==== SOURCE MATERIAL
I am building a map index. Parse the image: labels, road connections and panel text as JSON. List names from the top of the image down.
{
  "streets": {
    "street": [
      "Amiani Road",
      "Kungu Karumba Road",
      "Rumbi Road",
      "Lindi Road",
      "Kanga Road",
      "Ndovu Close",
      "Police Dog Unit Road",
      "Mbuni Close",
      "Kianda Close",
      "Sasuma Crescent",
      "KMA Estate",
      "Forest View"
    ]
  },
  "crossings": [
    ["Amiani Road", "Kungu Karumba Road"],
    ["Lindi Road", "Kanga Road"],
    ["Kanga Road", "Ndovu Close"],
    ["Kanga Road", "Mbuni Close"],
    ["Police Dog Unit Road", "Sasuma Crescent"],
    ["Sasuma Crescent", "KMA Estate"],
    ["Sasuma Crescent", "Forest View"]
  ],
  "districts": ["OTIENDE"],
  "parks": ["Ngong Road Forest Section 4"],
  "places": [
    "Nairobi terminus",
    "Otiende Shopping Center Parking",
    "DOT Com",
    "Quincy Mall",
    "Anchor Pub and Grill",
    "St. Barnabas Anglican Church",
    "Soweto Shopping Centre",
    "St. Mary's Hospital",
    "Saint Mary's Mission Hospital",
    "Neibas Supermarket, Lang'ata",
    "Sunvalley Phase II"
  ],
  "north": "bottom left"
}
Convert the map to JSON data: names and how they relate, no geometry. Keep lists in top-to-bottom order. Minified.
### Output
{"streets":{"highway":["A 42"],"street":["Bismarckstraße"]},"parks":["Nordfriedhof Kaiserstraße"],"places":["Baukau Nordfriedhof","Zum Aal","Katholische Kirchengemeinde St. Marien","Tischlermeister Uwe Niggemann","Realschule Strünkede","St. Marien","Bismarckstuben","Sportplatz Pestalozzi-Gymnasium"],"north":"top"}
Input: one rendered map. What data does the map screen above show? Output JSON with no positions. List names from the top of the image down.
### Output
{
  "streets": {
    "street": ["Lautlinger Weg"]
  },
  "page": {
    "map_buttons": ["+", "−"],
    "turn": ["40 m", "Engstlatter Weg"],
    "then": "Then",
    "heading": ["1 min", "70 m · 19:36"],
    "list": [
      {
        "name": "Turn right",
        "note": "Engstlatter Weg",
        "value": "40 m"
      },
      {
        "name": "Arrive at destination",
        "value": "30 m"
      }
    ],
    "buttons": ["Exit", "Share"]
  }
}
========
WHAT YOU NEED TO DO = Only a number should be given: the count of lines above that contain the word "data".

RESPONSE FOR THIS EXERCISE = 2